▶ _Directions_: Make an exact copy of the records below, excluding images.

(Data records)
*** Block opens ***

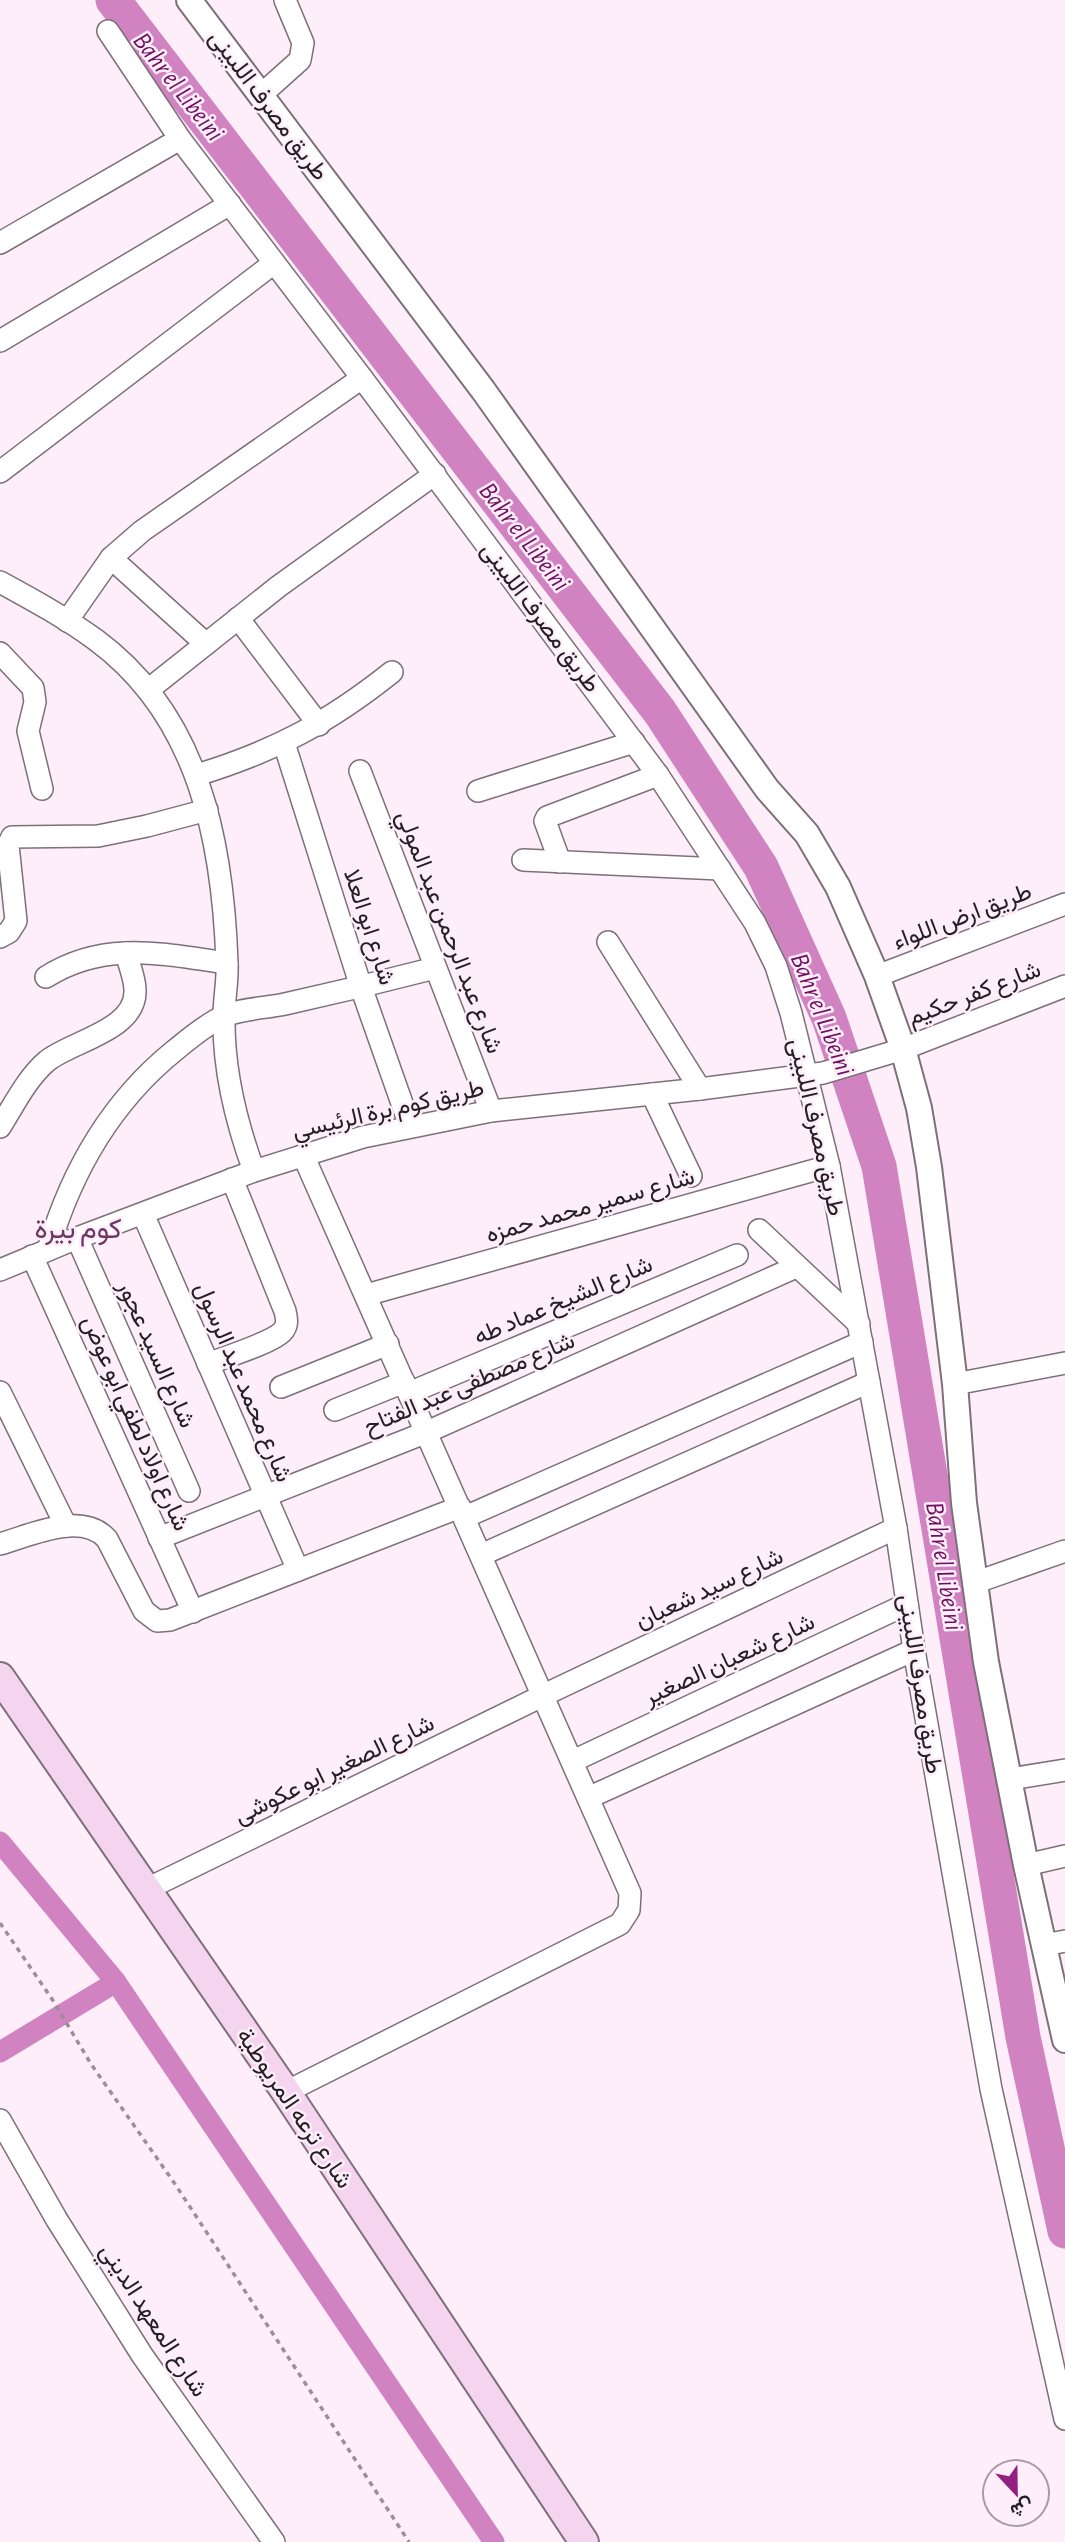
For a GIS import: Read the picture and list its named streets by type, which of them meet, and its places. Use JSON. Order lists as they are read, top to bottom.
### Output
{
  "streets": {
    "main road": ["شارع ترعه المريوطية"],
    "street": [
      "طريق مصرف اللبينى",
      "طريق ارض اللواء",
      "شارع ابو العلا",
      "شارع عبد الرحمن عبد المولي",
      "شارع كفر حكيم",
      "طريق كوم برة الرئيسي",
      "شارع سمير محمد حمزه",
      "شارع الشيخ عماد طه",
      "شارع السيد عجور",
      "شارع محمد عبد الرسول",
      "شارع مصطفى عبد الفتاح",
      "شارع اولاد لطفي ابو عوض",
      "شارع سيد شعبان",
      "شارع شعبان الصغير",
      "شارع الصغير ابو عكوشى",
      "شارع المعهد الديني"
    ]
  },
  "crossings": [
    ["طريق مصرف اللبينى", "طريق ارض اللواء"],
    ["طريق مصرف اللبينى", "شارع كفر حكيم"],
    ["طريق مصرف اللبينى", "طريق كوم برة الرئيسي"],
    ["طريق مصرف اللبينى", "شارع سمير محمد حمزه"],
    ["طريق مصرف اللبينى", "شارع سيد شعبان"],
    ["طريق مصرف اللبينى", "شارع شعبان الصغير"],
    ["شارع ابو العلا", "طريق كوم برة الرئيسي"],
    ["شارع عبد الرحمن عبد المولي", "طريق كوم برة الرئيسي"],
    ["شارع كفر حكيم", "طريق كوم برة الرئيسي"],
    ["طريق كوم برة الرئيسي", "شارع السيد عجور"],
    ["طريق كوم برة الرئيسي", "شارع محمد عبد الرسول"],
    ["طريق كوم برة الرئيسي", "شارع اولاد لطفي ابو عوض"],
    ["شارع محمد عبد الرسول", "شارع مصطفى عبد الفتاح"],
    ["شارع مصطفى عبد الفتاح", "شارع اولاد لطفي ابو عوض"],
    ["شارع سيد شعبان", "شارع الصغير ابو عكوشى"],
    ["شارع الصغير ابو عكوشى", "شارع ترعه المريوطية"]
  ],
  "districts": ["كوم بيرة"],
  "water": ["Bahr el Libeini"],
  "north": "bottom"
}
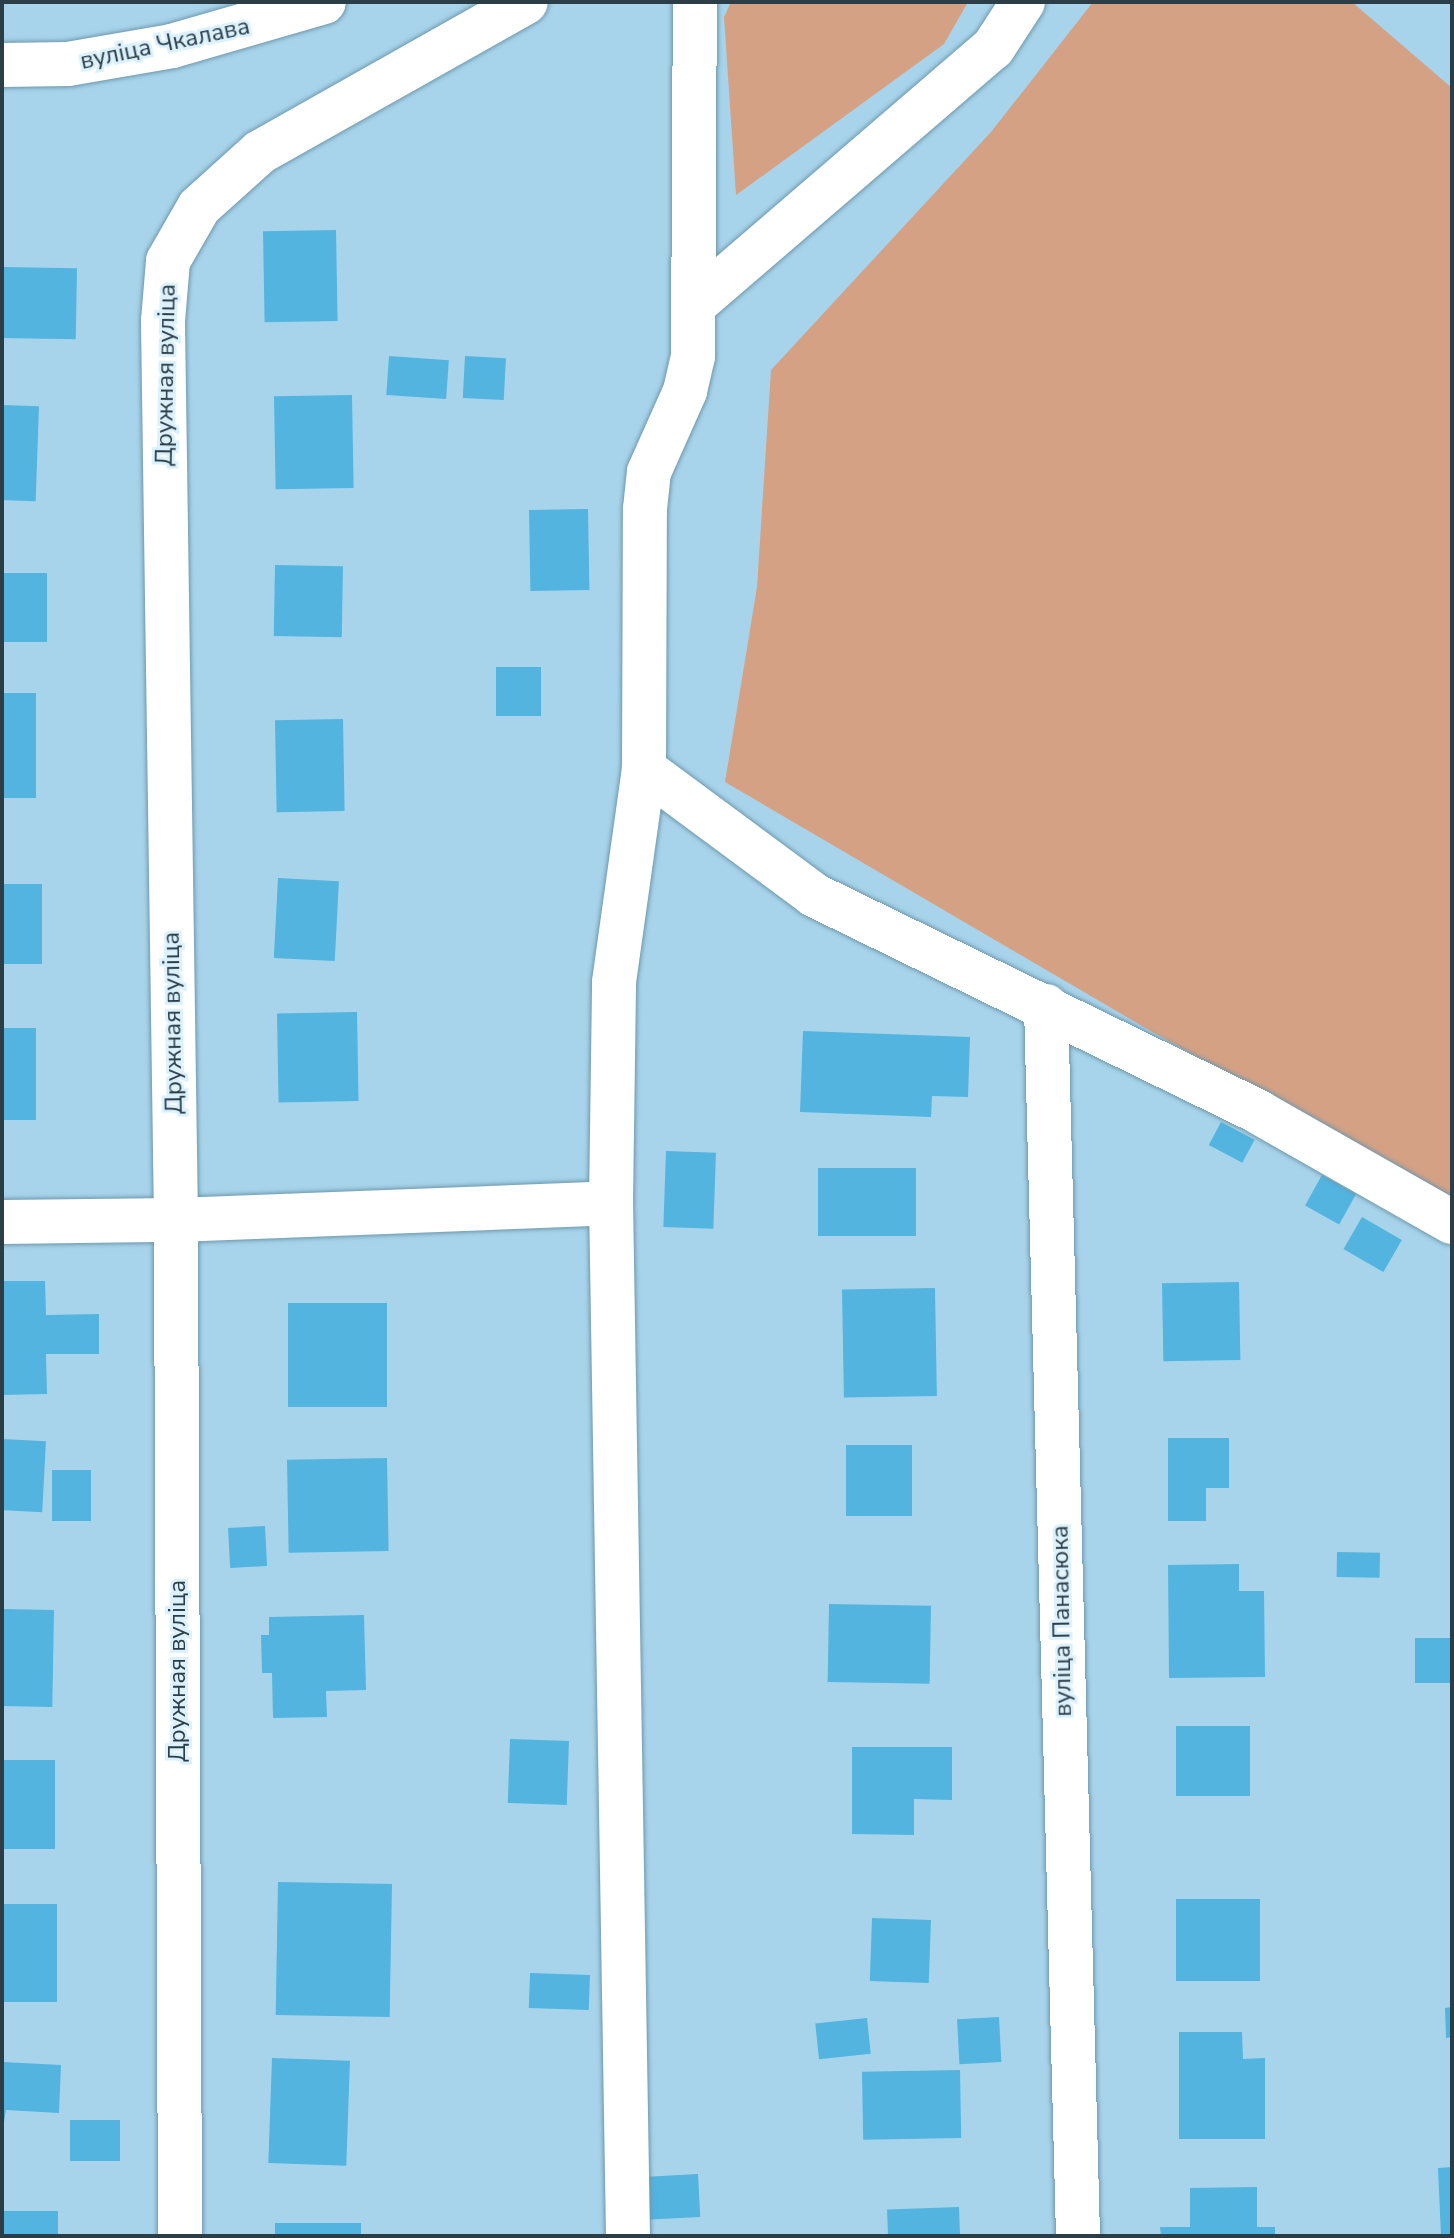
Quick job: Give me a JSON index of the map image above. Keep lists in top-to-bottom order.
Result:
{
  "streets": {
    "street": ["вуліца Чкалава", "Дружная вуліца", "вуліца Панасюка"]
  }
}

*** Block closes ***

▶ _Task answer_:
For a GIS import: Read the picture and list its named streets by type, which of them meet, and its places. Use JSON. Order lists as they are read, top to bottom.
### Output
{
  "streets": {
    "main road": ["شارع ترعه المريوطية"],
    "street": [
      "طريق مصرف اللبينى",
      "طريق ارض اللواء",
      "شارع ابو العلا",
      "شارع عبد الرحمن عبد المولي",
      "شارع كفر حكيم",
      "طريق كوم برة الرئيسي",
      "شارع سمير محمد حمزه",
      "شارع الشيخ عماد طه",
      "شارع السيد عجور",
      "شارع محمد عبد الرسول",
      "شارع مصطفى عبد الفتاح",
      "شارع اولاد لطفي ابو عوض",
      "شارع سيد شعبان",
      "شارع شعبان الصغير",
      "شارع الصغير ابو عكوشى",
      "شارع المعهد الديني"
    ]
  },
  "crossings": [
    ["طريق مصرف اللبينى", "طريق ارض اللواء"],
    ["طريق مصرف اللبينى", "شارع كفر حكيم"],
    ["طريق مصرف اللبينى", "طريق كوم برة الرئيسي"],
    ["طريق مصرف اللبينى", "شارع سمير محمد حمزه"],
    ["طريق مصرف اللبينى", "شارع سيد شعبان"],
    ["طريق مصرف اللبينى", "شارع شعبان الصغير"],
    ["شارع ابو العلا", "طريق كوم برة الرئيسي"],
    ["شارع عبد الرحمن عبد المولي", "طريق كوم برة الرئيسي"],
    ["شارع كفر حكيم", "طريق كوم برة الرئيسي"],
    ["طريق كوم برة الرئيسي", "شارع السيد عجور"],
    ["طريق كوم برة الرئيسي", "شارع محمد عبد الرسول"],
    ["طريق كوم برة الرئيسي", "شارع اولاد لطفي ابو عوض"],
    ["شارع محمد عبد الرسول", "شارع مصطفى عبد الفتاح"],
    ["شارع مصطفى عبد الفتاح", "شارع اولاد لطفي ابو عوض"],
    ["شارع سيد شعبان", "شارع الصغير ابو عكوشى"],
    ["شارع الصغير ابو عكوشى", "شارع ترعه المريوطية"]
  ],
  "districts": ["كوم بيرة"],
  "water": ["Bahr el Libeini"],
  "north": "bottom"
}
Quick job: Give me a JSON index of the map image above. Keep lists in top-to-bottom order.
Result:
{
  "streets": {
    "street": ["вуліца Чкалава", "Дружная вуліца", "вуліца Панасюка"]
  }
}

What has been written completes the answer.